Nathan Milstein (violin)
Felix Mendelssohn (1809-1847)
Violin Concerto in E Minor, Op.64 (1844)
Max Bruch (1838-1920)
Violin Concerto No.1 in G Minor, Op. 26 (1868)
Pyotr Ilych Tchaikovsky (1840-1893)
Violin Concerto in D major, Op. 35 (1878)
Pittsburgh Symphony Orchestra/William Steinberg (Mendelssohn, Bruch)
Boston Symphony Orchestra/Charles Munch (Tchaikovsky)
rec. 1953
Biddulph 85035-2 [80]

No sooner are Milstein’s 1955-60 recordings of the Beethoven, Brahms, Mendelssohn, Bruch and Tchaikovsky concertos with Steinberg, Fistoulari and Barzin reissued on Urania than Biddulph contributes its own different trio, sourced from mono LPs and recorded in 1953.

I find it hard-to-impossible to be objective about the Mendelssohn-Bruch coupling, the first such coupling to be issued, as it was also my first experience of hearing the concertos, heard during my first term at university on a Capitol LP ‘borrowed’ from my father. Milstein made four commercial recordings of the Mendelssohn, the first with Bruno Walter on 78, then this one, followed by the Philharmonia/Barzin – which you’ll find on Urania – and finally the Vienna Abbado DG. Steinberg remained a favoured collaborator of Milstein’s and this pristine performance – so rarified in terms of expression, so suavely elastic in phrasing, so tonally pure and quite without pretentious gestures – sets a high bar for other soloists, limited only by the mono recording. 

The Bruch was his first LP too, following the 1942 New York collaboration with Barbirolli. It was followed by the Barzin which you’ll again find on Urania. There’s something admirable about Milstein’s focus on purely musical values in this work.
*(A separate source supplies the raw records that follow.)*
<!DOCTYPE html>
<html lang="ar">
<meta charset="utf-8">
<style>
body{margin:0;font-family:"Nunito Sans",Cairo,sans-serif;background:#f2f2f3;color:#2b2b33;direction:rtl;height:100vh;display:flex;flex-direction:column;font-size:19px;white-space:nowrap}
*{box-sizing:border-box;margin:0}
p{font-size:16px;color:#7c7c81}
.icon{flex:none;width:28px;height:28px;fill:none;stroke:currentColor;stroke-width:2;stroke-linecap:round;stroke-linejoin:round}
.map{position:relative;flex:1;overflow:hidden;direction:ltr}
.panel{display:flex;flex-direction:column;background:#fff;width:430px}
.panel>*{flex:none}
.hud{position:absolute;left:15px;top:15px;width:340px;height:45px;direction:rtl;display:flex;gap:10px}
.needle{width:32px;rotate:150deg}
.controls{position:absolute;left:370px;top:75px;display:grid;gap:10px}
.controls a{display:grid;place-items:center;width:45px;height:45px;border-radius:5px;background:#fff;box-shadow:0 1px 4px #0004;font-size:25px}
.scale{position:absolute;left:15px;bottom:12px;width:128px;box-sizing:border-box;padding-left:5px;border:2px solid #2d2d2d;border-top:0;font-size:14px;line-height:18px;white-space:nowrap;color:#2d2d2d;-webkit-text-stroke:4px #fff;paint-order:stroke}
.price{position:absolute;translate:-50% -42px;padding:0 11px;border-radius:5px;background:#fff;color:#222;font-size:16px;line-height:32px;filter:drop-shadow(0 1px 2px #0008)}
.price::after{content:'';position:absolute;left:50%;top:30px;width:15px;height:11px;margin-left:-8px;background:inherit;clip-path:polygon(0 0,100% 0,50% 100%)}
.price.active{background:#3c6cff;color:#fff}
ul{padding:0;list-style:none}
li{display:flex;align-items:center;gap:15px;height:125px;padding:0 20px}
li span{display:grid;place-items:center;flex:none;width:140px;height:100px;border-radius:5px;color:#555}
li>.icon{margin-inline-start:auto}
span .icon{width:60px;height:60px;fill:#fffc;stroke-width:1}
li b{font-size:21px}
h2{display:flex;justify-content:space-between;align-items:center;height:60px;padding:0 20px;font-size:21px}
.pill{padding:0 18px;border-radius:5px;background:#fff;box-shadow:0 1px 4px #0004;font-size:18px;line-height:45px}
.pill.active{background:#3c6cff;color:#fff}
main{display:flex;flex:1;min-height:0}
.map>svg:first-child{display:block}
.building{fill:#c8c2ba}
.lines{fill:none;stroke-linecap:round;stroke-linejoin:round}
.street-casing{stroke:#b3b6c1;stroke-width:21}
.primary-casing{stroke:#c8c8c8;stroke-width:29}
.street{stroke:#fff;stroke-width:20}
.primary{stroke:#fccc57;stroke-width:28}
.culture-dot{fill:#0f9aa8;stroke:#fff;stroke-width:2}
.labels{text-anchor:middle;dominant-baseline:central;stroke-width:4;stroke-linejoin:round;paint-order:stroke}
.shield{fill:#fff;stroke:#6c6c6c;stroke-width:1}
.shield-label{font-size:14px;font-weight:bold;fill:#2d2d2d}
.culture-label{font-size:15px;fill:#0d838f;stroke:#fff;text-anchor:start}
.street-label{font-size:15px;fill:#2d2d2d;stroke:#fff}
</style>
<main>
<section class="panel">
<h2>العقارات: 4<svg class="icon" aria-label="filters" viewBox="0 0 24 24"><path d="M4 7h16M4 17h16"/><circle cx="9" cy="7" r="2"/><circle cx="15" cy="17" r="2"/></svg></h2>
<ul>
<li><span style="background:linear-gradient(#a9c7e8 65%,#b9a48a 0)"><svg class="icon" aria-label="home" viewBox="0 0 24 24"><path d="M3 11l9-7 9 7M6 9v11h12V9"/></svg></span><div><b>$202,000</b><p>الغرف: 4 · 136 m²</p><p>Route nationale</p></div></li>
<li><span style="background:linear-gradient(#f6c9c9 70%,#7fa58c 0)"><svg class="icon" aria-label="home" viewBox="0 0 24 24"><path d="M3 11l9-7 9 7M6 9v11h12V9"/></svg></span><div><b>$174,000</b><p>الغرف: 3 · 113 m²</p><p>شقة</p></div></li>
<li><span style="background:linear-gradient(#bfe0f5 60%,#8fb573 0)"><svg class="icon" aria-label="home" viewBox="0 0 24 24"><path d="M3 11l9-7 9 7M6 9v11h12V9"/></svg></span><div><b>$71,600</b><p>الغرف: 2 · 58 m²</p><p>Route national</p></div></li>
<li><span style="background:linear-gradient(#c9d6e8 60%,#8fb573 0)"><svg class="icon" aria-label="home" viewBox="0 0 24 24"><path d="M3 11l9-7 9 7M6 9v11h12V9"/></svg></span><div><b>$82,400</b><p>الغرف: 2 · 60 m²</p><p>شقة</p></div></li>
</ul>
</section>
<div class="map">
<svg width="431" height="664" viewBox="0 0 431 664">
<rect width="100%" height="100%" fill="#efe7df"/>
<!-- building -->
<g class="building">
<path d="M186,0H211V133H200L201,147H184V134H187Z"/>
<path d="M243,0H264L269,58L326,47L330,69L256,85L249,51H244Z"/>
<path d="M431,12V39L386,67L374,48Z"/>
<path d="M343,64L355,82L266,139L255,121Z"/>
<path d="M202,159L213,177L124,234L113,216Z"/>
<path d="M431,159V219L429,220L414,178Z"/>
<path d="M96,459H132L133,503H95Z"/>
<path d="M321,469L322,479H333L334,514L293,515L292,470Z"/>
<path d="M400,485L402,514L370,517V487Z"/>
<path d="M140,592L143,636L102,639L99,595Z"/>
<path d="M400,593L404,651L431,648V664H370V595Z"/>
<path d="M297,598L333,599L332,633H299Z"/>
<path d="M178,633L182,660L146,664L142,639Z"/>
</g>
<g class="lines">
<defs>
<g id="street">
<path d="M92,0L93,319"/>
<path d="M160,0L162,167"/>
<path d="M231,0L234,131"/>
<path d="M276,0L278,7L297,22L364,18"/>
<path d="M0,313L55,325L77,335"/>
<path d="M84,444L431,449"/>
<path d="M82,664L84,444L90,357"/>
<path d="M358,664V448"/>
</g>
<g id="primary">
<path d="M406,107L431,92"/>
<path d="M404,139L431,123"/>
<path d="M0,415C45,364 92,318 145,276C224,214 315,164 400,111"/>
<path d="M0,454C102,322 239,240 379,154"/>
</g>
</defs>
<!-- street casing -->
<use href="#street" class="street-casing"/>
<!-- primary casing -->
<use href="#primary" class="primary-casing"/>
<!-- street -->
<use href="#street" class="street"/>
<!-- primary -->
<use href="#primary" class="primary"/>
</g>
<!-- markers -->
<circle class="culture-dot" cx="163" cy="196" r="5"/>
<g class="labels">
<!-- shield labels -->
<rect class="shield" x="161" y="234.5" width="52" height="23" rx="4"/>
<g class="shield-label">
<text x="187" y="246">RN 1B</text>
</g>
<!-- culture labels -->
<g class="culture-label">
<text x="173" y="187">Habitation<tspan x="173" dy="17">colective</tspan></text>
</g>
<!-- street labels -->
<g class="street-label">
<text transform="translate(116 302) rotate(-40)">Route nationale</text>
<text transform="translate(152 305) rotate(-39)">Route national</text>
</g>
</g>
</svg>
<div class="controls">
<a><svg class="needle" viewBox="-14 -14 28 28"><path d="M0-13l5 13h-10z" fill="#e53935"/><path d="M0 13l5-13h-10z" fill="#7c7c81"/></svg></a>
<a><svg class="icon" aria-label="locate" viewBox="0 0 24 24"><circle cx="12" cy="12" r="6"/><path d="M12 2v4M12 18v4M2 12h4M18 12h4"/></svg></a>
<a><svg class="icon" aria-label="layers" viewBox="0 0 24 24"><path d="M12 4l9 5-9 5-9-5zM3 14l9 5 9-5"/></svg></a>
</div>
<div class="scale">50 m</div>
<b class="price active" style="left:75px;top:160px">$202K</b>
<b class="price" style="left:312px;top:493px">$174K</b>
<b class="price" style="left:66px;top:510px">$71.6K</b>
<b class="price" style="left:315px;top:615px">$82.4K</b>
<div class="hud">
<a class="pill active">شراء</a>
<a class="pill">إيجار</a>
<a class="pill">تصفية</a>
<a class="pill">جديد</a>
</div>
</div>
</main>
His tonal lustre is unsugared, his sweetness refined, and his athleticism, when the music demands it, unquestioned. Steinberg is a highly effective conductor, ensuring the string layering in the finale is audible and that the horns are finely balanced throughout. If, perhaps, one might relish a more romanticised profile from the soloist, there’s no doubting the formidable qualities he brings wholly on his own terms.

The Tchaikovsky was recorded earlier in 1953 in Boston with Charles Munch when Milstein was still an RCA artist. It was his last recording for the company. His recordings of the work fit the template of the other two – a 78 set, in this case in Chicago with Frederick Stock, then this one followed by a stereo Steinberg in 1959 and Abbado in 1972. In this work Milstein shows numerous personal touches without ever becoming too individualistic, taking a more streamlined approach than either Heifetz or Elman espoused – to cite the polar extremes of Russian performance in this work. Portentous ritardandos or glistening finger position changes are alien to Milstein here. He plays with remarkable finesse and in the finale he is, if anything, even faster than Heifetz though with Milstein speed is a musical function and not necessarily a mechanical response.

Whether this particular three-concerto programme appeals will depend on how much Milstein you have, or need, and your tolerance for mono recording, given his remarkable consistency and the availability of stereo remakes. For me, though, this Mendelssohn-Bruch coupling, the core of the disc, is a first love and first loves tend to be impossible to forget.